◆ **YOUR ASSIGNMENT**
Whenever a line in the entries below includes the string "bottom", count that line. Report the total alone.

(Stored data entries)
● ● ● ●

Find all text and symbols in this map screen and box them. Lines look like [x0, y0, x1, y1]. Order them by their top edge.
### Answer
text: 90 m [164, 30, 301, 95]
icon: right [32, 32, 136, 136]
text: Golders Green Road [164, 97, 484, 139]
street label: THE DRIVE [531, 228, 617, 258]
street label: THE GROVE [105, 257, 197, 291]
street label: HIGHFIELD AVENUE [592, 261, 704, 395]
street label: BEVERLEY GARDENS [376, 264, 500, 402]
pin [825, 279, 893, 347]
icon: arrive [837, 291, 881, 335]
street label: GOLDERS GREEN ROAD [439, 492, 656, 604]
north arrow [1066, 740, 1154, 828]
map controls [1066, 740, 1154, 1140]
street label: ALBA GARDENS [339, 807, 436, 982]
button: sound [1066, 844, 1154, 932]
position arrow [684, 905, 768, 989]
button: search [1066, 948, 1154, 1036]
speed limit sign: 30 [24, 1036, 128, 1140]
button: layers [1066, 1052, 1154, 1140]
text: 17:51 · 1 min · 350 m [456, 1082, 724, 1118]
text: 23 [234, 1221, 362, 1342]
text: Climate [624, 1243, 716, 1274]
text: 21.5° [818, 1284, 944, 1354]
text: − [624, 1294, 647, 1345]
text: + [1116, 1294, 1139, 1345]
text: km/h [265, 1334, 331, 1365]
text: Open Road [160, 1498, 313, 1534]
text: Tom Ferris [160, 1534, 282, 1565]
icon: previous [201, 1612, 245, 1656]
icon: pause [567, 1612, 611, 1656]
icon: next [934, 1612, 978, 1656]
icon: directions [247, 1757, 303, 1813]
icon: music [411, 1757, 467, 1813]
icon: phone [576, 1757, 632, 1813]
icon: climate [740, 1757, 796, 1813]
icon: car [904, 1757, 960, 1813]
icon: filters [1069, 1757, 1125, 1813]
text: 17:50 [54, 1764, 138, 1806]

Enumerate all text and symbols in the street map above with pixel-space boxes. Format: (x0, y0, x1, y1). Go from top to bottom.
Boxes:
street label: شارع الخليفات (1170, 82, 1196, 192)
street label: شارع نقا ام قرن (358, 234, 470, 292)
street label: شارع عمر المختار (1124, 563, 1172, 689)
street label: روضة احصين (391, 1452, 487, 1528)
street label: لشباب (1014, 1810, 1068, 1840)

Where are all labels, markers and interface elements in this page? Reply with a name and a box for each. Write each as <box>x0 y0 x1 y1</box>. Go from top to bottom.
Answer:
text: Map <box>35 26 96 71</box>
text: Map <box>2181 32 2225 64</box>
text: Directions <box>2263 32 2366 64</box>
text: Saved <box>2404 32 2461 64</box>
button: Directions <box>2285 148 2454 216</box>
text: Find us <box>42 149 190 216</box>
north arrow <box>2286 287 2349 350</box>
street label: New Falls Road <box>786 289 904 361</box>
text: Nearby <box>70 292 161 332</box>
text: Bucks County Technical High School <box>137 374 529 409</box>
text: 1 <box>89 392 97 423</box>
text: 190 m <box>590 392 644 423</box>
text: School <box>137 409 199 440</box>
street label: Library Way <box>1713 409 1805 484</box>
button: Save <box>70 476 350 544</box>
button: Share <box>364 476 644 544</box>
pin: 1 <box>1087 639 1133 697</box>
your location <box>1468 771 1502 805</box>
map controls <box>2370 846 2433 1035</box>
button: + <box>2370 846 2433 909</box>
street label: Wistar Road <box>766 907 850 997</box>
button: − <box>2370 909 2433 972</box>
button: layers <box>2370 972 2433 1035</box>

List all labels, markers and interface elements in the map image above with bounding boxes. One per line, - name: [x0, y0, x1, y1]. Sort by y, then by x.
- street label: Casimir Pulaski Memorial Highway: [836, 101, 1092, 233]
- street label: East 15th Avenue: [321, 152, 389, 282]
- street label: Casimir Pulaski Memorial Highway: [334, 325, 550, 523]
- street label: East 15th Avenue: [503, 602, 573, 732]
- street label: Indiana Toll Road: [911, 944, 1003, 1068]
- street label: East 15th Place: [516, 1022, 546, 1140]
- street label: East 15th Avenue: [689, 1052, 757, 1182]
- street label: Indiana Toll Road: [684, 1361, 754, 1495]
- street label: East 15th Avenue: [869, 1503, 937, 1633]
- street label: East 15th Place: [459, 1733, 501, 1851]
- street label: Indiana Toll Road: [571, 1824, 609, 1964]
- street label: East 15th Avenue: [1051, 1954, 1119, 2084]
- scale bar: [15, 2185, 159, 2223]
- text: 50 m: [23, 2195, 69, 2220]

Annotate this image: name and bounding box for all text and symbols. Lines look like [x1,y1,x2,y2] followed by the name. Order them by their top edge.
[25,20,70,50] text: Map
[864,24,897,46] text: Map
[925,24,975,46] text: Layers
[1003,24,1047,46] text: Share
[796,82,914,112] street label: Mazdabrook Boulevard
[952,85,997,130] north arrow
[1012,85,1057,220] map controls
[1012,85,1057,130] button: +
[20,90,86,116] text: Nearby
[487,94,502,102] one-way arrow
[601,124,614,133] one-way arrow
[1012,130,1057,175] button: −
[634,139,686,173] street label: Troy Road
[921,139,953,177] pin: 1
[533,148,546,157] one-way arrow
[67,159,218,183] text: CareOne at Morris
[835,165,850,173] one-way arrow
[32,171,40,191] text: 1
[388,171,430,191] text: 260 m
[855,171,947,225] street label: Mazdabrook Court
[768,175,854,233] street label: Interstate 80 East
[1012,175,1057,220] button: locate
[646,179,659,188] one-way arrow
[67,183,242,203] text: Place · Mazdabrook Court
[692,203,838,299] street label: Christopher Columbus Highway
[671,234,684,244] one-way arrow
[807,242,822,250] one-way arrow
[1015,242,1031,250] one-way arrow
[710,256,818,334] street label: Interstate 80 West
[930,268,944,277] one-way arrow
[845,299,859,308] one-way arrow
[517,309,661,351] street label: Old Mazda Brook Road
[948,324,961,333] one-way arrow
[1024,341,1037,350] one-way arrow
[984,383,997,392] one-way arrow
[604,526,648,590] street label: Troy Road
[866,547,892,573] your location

● ● ● ●

◆ **SOLUTION TO THIS PROBLEM**
2